### How to complete this task
Without including any pictures, return the records below exactly as written.
+===+
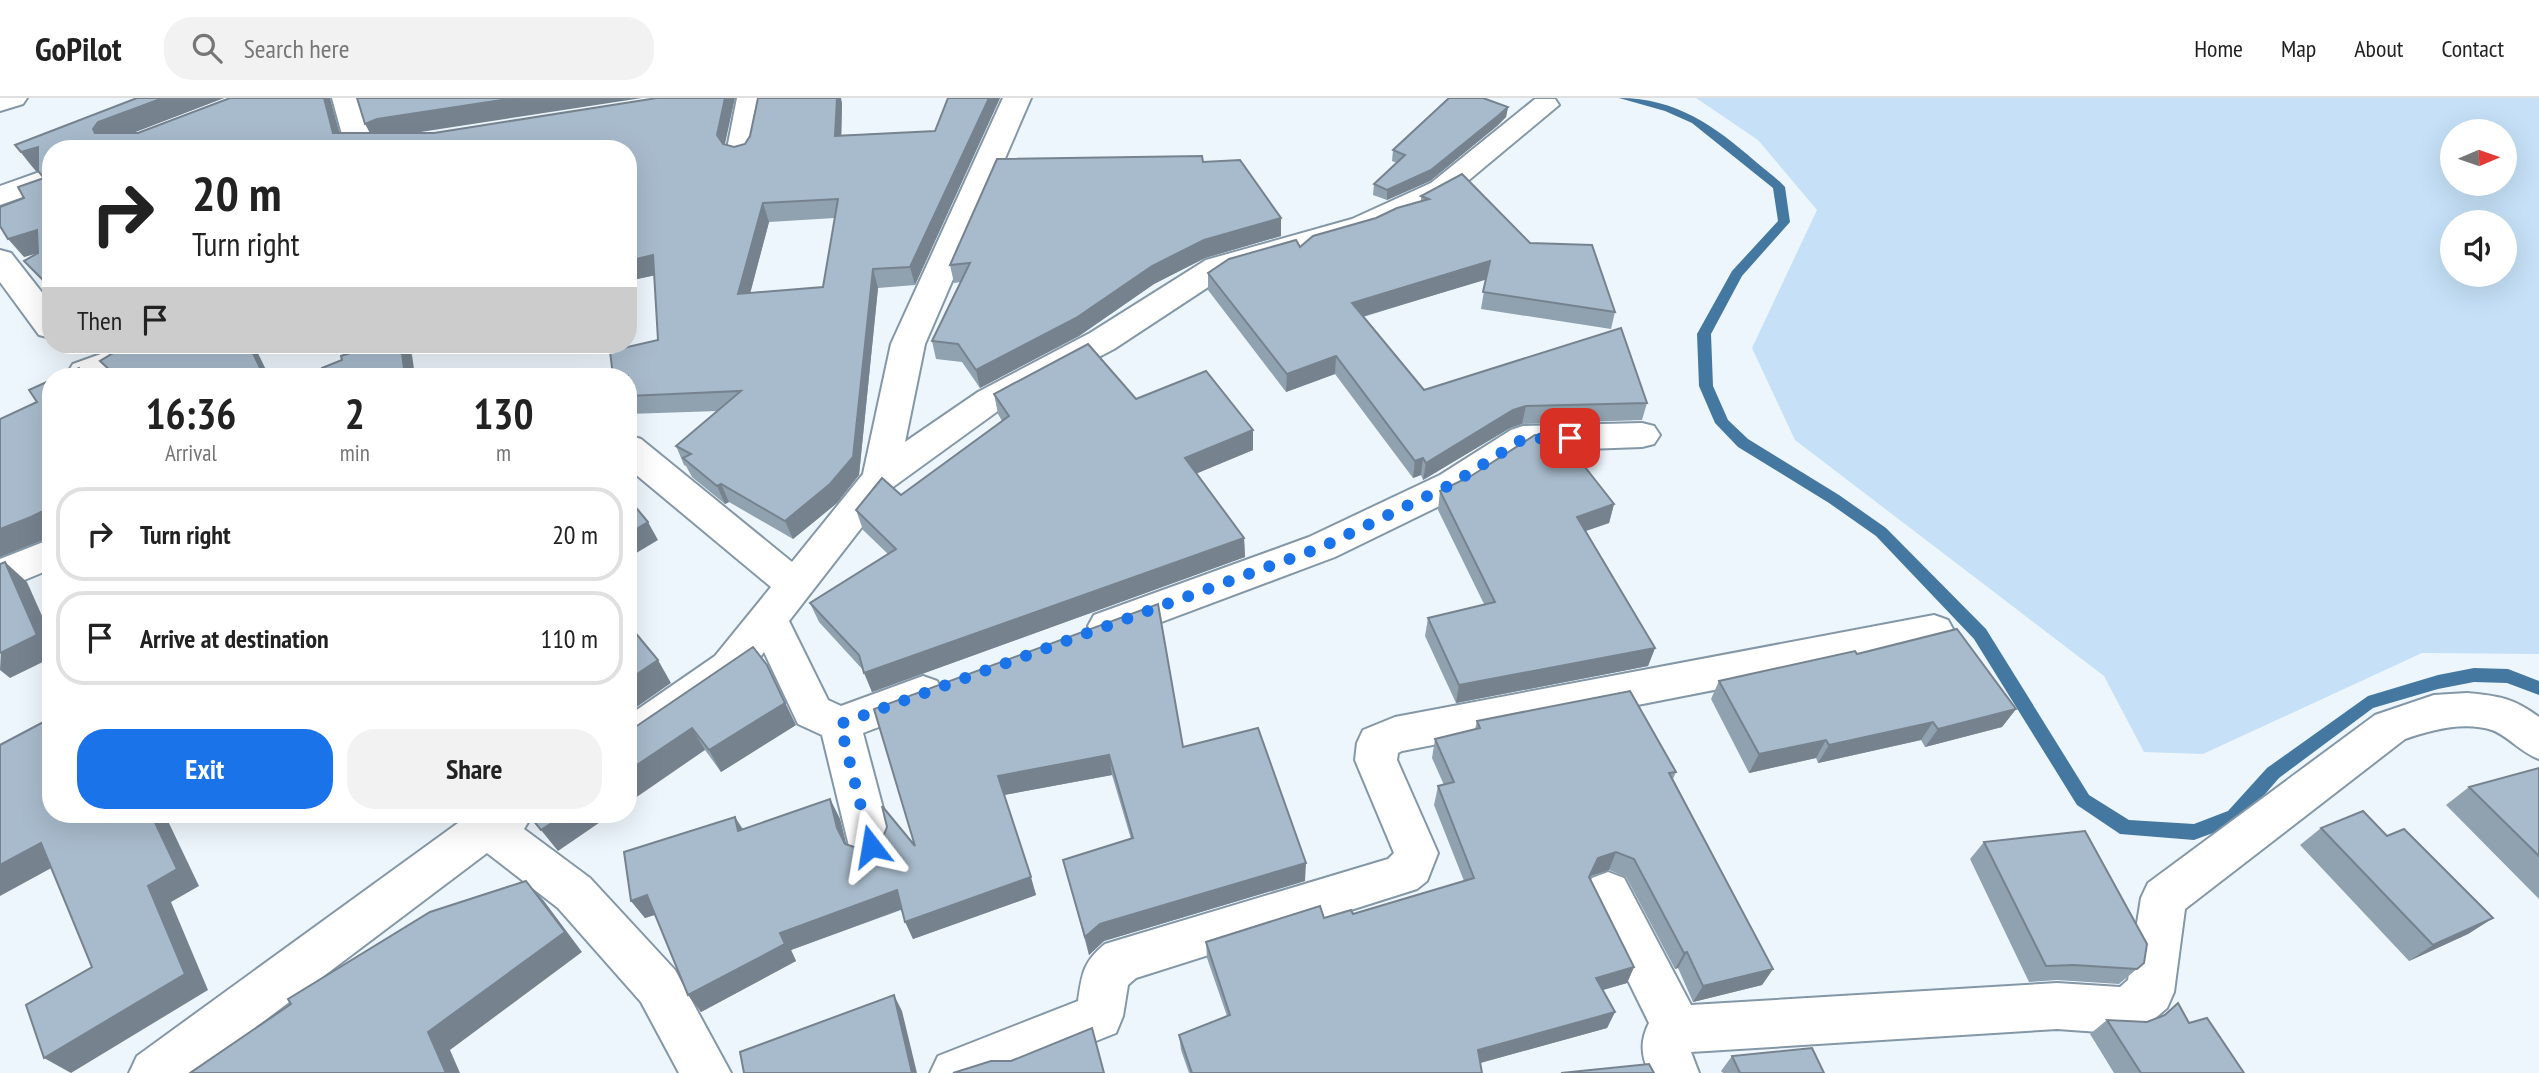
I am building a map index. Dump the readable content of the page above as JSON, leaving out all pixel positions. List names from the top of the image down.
{
  "north": "right",
  "page": {
    "header": "GoPilot",
    "search": "Search here",
    "nav": [
      "Home",
      "Map",
      "About",
      "Contact"
    ],
    "turn": ["20 m", "Turn right"],
    "then": "Then",
    "eta": [
      "16:36",
      "Arrival",
      "2",
      "min",
      "130",
      "m"
    ],
    "list": [
      {
        "name": "Turn right",
        "value": "20 m"
      },
      {
        "name": "Arrive at destination",
        "value": "110 m"
      }
    ],
    "buttons": ["Exit", "Share"]
  }
}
+===+
### Written solution
I am building a map index. Dump the readable content of the page above as JSON, leaving out all pixel positions. List names from the top of the image down.
{
  "north": "right",
  "page": {
    "header": "GoPilot",
    "search": "Search here",
    "nav": [
      "Home",
      "Map",
      "About",
      "Contact"
    ],
    "turn": ["20 m", "Turn right"],
    "then": "Then",
    "eta": [
      "16:36",
      "Arrival",
      "2",
      "min",
      "130",
      "m"
    ],
    "list": [
      {
        "name": "Turn right",
        "value": "20 m"
      },
      {
        "name": "Arrive at destination",
        "value": "110 m"
      }
    ],
    "buttons": ["Exit", "Share"]
  }
}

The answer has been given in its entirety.